At a posh hotel in central Stockholm, conference delegates were able to undergo ultra-modern health tests, including body scanners that calculate muscle mass, blood tests analysing stem cells to determine stress levels, and a camera analysis of the eyes to predict the risk of future illnesses.
The conference rooms were full of devices aimed at promoting "the next phase of human evolution", said conference organiser Ash Pournouri.
Ascetic routine, vegan diet
Johnson is convinced he's found the secret to immortality.
He follows a strictly ascetic routine that includes more than 100 steps.
Every day starts the same: he wakes at 5:00 am, meditates for five minutes, does light therapy for three to four minutes, applies a prescription hair serum followed by a scalp massage, downs a protein drink, and does a 60- to 90-minute workout.
His vegan diet is meticulously calibrated, made up almost entirely of nutritional supplements and vegetables.
On his website, promotional links direct visitors to products sold by his company Blueprint, where he has published his biomarkers.
"I've said yes to an algorithm to take care of my health, because pairing my data with the algorithm does a much better job taking care of me than I could myself," he said.
A former Mormon, Johnson made his fortune in online payment services. He sold his platform Venmo to eBay in 2013 for $800 million and started a biotech company called Kernel in 2016.
He spends almost two million dollars a year on his health but some of his procedures are considered risky.
In Honduras, he goes to a private clinic to get two injections of a follistatin gene, a form of DNA gene modification therapy to slow down the ageing process.
According to Andrew Steele, an anti-ageing expert at the University of Oxford interviewed in the Netflix documentary about Johnson, it is too early to experiment with these kinds of therapies given the risks involved, notably cancer.
'No scientific conclusions'
Johnson has also undergone six monthly blood plasma transfusions of a litre each, with his son donating the blood for one of them.
He stopped the practice after failing to see any significant results.
Karin Modig, a longevity researcher at the Karolinska Institute in Sweden, underlined the limits of Johnson's very personal experiments.
"We'll never be able to draw any scientific conclusions from his case," she told AFP.
"It's actually the opposite: he chooses what he considers to be a science and tests it on himself."
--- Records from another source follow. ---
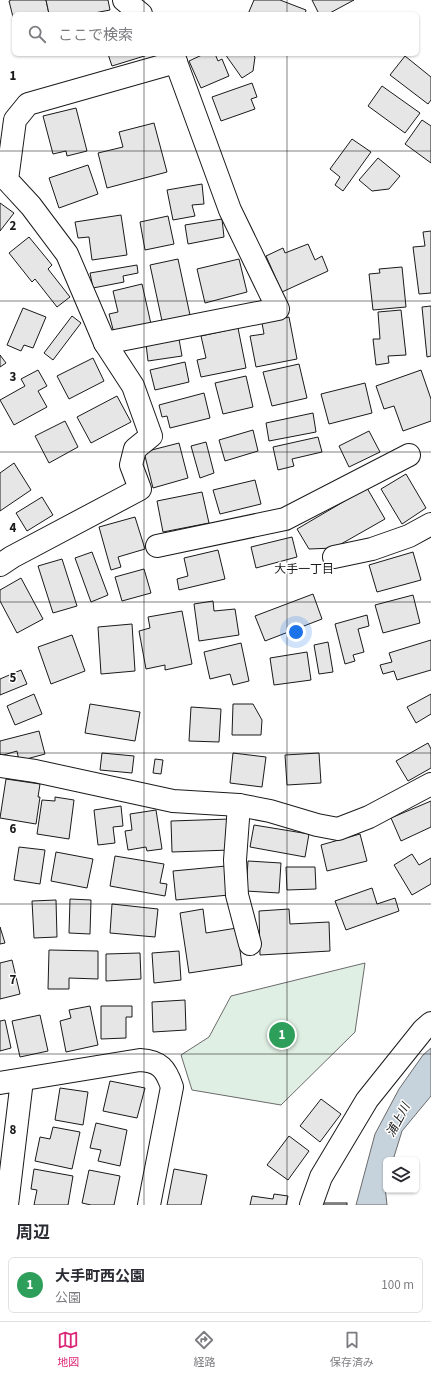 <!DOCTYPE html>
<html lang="ja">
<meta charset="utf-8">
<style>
body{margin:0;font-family:"Source Sans 3","Noto Sans JP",sans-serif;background:#f7f7f7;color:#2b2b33}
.controls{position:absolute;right:12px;bottom:12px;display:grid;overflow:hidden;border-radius:6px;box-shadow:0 1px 3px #0004}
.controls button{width:36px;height:36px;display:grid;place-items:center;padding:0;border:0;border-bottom:1px solid #e1e1e2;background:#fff;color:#2b2b33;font:20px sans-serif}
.you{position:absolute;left:296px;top:632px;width:14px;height:14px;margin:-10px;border:3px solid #fff;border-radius:50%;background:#1a73e8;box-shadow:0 0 0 6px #1a73e833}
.badge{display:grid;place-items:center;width:26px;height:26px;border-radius:50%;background:#db2777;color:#fff;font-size:13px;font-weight:700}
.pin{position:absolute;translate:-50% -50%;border:2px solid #fff;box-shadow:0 1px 4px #0006}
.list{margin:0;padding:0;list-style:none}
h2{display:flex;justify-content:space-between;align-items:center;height:52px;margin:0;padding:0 16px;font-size:17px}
h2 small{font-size:13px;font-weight:400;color:#7c7c81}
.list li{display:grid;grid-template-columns:26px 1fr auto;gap:12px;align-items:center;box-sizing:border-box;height:56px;margin:0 8px 8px;padding:0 8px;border:1px solid #e1e1e2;border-radius:6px}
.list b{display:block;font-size:15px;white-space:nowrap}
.list p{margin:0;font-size:13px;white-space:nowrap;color:#7c7c81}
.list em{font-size:13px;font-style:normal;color:#7c7c81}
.icon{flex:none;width:22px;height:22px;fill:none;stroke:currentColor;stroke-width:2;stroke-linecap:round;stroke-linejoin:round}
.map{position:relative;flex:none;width:431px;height:1205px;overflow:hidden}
.search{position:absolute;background:#fff;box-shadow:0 1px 3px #0004;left:12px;right:12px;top:12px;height:44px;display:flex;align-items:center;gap:10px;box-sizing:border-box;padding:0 14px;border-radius:6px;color:#7c7c81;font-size:15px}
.sheet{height:116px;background:#fff}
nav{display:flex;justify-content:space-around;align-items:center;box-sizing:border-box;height:56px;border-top:1px solid #e1e1e2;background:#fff;font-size:11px;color:#7c7c81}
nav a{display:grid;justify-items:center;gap:2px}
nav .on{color:#db2777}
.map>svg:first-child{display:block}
.green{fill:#e0efe3;stroke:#6a6a6a}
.water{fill:#c6d2dc;stroke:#6a6a6a}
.building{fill:#e6e6e6;stroke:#1a1a1a}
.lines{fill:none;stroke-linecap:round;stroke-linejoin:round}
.street-casing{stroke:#1a1a1a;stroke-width:24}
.street{stroke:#fff;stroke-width:22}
.grid{fill:none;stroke:#1a1a1a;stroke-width:1;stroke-opacity:0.55}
.labels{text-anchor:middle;stroke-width:3;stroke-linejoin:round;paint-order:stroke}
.neighbourhood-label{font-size:12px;fill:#1a1a1a;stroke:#fff}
.water-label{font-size:12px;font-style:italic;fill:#1a1a1a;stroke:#fff}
.grid-label{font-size:13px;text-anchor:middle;font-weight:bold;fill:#1a1a1a;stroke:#fff;stroke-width:3;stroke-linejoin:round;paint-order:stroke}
</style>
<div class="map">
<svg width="431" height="1205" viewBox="0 0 431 1205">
<rect width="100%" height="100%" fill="#fff"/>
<path class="green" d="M365,963L355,1032L281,1105L192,1090L181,1055L209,1037L231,996Z"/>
<path class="water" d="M431,1048V1096L402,1131L393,1160H386L385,1186L387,1205H356L375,1134L399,1089L423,1055Z"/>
<g class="building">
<path d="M11,0H46L49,14H14V21L9,1Z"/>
<path d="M46,0H108L110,10L89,14H49Z"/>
<path d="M254,0H280L306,10L305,14H248Z"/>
<path d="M312,0H354L328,14H319Z"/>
<path d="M108,54H151L112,66Z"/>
<path d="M204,54H215L218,61L222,59L229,76L201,88L189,61Z"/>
<path d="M225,54H252L255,57L253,71L242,78Z"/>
<path d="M405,56L431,77V100L428,104L390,75Z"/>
<path d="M252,83L257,97L251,99L255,109L221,121L212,97Z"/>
<path d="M382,86L420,113L405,133L368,106Z"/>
<path d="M76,108L87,151L67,156L66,151L53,154L43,116Z"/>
<path d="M422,120L431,126V163L405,144Z"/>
<path d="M154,123L167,172L107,188L98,153L123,147L119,132Z"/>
<path d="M352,139L371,152L343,191L335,185L340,177L330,169Z"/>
<path d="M378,158L400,176L389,189L372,191L359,180Z"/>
<path d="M88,165L98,194L59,208L49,178Z"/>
<path d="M202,184L204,204L192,205L195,216L173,220L167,190Z"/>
<path d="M0,203L14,213L0,231Z"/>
<path d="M121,215L127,255L92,260L89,237L78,238L75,222Z"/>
<path d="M168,216L174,244L145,250L140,222Z"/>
<path d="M222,219L224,237L188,244L185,225Z"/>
<path d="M431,231V293L419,294L413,247L425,246L423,232Z"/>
<path d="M29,237L52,265L48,269L70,297L57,307L35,279L32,282L9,253Z"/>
<path d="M308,244L315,260L322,256L328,271L282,292L266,256L283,248L285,253Z"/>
<path d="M178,259L190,315L162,321L150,265Z"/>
<path d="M239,259L247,292L205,303L197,269Z"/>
<path d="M137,265L138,273L123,276L124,282L93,288L90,273Z"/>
<path d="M402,267L406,307L373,310L369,274L380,273L379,269Z"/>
<path d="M142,284L151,324L114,333L109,314L118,312L113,291Z"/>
<path d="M431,306V356L427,357L422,307Z"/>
<path d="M23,308L46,317L33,348L24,345L21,351L7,345Z"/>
<path d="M401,310L406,355L388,356L389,363L376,365L373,339H380L378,312Z"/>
<path d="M72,316L81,323L53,360L44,353Z"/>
<path d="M289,317L297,359L256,367L250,336L264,334L262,323Z"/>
<path d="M238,328L246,368L201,377L197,360L206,358L201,336Z"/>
<path d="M179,339L182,356L148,361L146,344Z"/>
<path d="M0,355L6,363L0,367Z"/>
<path d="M93,358L104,381L69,399L57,376Z"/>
<path d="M185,362L189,382L155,390L150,370Z"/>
<path d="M299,364L307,398L272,406L263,372Z"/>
<path d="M38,370L47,386L38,391L47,407L14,425L0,400L25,386L21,379Z"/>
<path d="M421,370L431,399V421L403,431L394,406L384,409L376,386Z"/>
<path d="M246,376L253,407L223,414L215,383Z"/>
<path d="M365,383L372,413L329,424L321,394Z"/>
<path d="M204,393L210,418L170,428L167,416L162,417L159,405Z"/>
<path d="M117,396L131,422L91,443L77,417Z"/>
<path d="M313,413L316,432L269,441L266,423Z"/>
<path d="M65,421L78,447L49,463L35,436Z"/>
<path d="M253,430L258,451L225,461L219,440Z"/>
<path d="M369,431L380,452L349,467L339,446Z"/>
<path d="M318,437L322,452L292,459L294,466L278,470L273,447Z"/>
<path d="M206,442L214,473L200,478L191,446Z"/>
<path d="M179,443L188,478L153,488L144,452Z"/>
<path d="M14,463L31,490L0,511V473Z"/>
<path d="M406,474L426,508L402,524L381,489Z"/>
<path d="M255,480L261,504L220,514L213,490Z"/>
<path d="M367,488L385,519L334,548L309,549L297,529Z"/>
<path d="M202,492L209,523L163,532L157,501Z"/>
<path d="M42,497L53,515L27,531L16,513Z"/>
<path d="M135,517L145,549L118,557L121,567L111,570L99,527Z"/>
<path d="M292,537L297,557L256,568L251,547Z"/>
<path d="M218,550L225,579L179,590L177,579L188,576L184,558Z"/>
<path d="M92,552L108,595L91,602L75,558Z"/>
<path d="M413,552L421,580L377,592L369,565Z"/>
<path d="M62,559L77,606L53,613L38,566Z"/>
<path d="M144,569L151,593L122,601L115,577Z"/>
<path d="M21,578L43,619L17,633L0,601V590Z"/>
<path d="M313,594L322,619L265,641L255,616Z"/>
<path d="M413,595L420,623L383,633L375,605Z"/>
<path d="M213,601L214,611L235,609L239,635L199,641L194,604Z"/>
<path d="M182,611L192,664L165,670V665L146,669L139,631L150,628L148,617Z"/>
<path d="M367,615L369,626L358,629L364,652L353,655L355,661L345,664L335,624Z"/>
<path d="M132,624L135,671L101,674L98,627Z"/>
<path d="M72,635L85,671L51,684L38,647Z"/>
<path d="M431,640V670L397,680L394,671L383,674L380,665L392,662L389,653Z"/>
<path d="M328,642L333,672L319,674L314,645Z"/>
<path d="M241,643L249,681L233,685L230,674L210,679L204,652Z"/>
<path d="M307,652L311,680L274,685L270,658Z"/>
<path d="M21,670L27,684L0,695V679Z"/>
<path d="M34,694L42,714L15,725L7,706Z"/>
<path d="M431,694V714L416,723L407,707Z"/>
<path d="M90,704L140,712L135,741L85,733Z"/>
<path d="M233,704H253L262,720L261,735H232Z"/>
<path d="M191,707L221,709L219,742L189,741Z"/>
<path d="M39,731L45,754L19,761L17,751L0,756V741Z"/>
<path d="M428,743L431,749V768L408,781L396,761Z"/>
<path d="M102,753L134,756L132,773L100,770Z"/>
<path d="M233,753L266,757L262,787L230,783Z"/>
<path d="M319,753L321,783L287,785L285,755Z"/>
<path d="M155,759L163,760L161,774L153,773Z"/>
<path d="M6,779L40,784L38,797H40L36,824L0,818Z"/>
<path d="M55,797L74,800L69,839L37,834L42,800L55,801Z"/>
<path d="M431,801V827L401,841L391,818Z"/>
<path d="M121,806L123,826L113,827L115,843L98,845L94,810Z"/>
<path d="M156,810L162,849L147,851L146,847L128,850L125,831L132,830L130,814Z"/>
<path d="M230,819L231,850L172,852L171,821Z"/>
<path d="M254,825L309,834L305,857L250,847Z"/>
<path d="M360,834L367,861L327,871L321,845Z"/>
<path d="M19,847L45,850L40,884L14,880Z"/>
<path d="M56,852L93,859L87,888L51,881Z"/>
<path d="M412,854L419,865L431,858V884L412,895L394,865Z"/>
<path d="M115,856L164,864L160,883L167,884L165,896L110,886Z"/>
<path d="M248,861L281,863L279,893L246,891Z"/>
<path d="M226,866L229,895L176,900L173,871Z"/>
<path d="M286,867H315L316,889L287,890Z"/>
<path d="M372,888L377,904L395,898L399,911L346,930L335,901Z"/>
<path d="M70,899L91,900L90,934L69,933Z"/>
<path d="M56,900L57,937L34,938L32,901Z"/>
<path d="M112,904L158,909L155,937L110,933Z"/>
<path d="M203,909L206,933L237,928L242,965L189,973L180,913Z"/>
<path d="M289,909L290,924L329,922L330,951L260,955L259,911Z"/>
<path d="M0,927L5,943L0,944Z"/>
<path d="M49,950L98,951V979L69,978V989H48Z"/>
<path d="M179,951L181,980L154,983L152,953Z"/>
<path d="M140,953L141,979L106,981V954Z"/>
<path d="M12,960L20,994L0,999V963Z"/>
<path d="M185,1000L186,1030L153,1032L152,1002Z"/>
<path d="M90,1006L98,1045L66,1052L60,1021L71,1018L69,1010Z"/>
<path d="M101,1006H132V1017H126V1038L101,1039Z"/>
<path d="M40,1015L48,1051L20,1057L12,1021Z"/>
<path d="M5,1020L11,1048L0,1051V1021Z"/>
<path d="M110,1081L145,1088L137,1118L103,1111Z"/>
<path d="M60,1088L88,1092L83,1125L55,1120Z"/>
<path d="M321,1099L341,1114L320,1142L300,1126Z"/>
<path d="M96,1123L127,1130L120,1166L98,1161L101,1150L90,1148Z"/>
<path d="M53,1127L80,1132L72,1169L35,1161L40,1137L50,1139Z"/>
<path d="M289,1136L309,1151L288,1180L267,1165Z"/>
<path d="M34,1169L73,1176L68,1205H34L37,1190L31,1189Z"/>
<path d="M174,1169L207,1175L201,1205H167Z"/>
<path d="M89,1170L120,1176L114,1205H91L82,1203Z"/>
<path d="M274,1194L288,1196L286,1205H250L252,1196L273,1199Z"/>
<rect x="322" y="1203" width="25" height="2"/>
</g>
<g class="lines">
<g class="street-casing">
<g id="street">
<path d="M124,0L141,14"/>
<path d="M105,343L278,309L230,210L173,54"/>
<path d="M157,546L285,519L409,455"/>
<path d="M334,557L372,549L409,536L431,524"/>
<path d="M0,565L12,557L140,489L131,465L135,449L151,436L133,386L105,343L67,254L31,206L7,180L15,120L28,104L176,62"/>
<path d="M0,766L35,771L173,801L239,805L270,811L317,825L338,829L369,817L431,784"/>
<path d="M239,805L235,860L237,895L250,944"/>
<path d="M0,1083L140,1060C160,1061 166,1069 172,1087L149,1205"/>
<path d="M7,1205L22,1080"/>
<path d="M311,1205L321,1177L367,1100L423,1030L431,1023"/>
</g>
</g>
<use href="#street" class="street"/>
</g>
<path class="grid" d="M144,0V14M287,0V14M144,54V1205M287,54V1205M0,151H431M0,301H431M0,452H431M0,602H431M0,753H431M0,904H431M0,1054H431"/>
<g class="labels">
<g class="neighbourhood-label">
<text x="304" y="573">大手一丁目</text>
</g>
<g class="water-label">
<text transform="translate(398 1120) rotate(-62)" y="4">浦上川</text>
</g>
</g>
<g class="grid-label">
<text x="13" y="80">1</text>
<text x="13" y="230">2</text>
<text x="13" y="381">3</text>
<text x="13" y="532">4</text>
<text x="13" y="682">5</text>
<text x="13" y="833">6</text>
<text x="13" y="984">7</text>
<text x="13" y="1134">8</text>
</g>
</svg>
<div class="controls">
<button><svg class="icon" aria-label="layers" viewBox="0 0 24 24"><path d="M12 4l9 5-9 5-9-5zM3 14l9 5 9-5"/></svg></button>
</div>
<div class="you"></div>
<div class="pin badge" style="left:282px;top:1035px;background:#2e9e5b">1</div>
<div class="search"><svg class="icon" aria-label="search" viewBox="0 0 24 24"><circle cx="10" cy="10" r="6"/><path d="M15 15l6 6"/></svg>ここで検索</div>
</div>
<section class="sheet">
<h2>周辺<small></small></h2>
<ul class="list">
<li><span class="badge" style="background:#2e9e5b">1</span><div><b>大手町西公園</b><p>公園</p></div><em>100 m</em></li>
</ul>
</section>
<nav>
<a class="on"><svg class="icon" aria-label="map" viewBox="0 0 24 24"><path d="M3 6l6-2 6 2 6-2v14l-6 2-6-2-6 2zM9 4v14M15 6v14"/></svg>地図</a>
<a><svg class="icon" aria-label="directions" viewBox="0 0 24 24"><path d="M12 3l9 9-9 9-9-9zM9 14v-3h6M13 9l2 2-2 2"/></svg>経路</a>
<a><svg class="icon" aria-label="saved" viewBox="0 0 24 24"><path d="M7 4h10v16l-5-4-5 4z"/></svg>保存済み</a>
</nav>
"For something to be a scientific process, you would need a very large number of people doing the exact same thing, and a control group that doesn't do it, in order to compare the results," she said.
Johnson has built his own small ecosystem composed of scientists and followers of his 'Don't Die' movement.
In the end, he says his body is ageing at varying rates.
"Chronologically I'm 47 years old," he said.
But "my left ear is 64 years old, and that's because I have hearing loss from as a child, I listened to loud music and I also shot guns, and so I exposed this left ear to a lot of loud noises."
His right ear is "about 42, 43. But for example, my heart is in the 30s, my DNA, the end caps of my telomeres, is age 10, my cardiovascular ability is in the 85th percentile of 18-year-olds, (and) my fertility health is that of an early 20-year-old."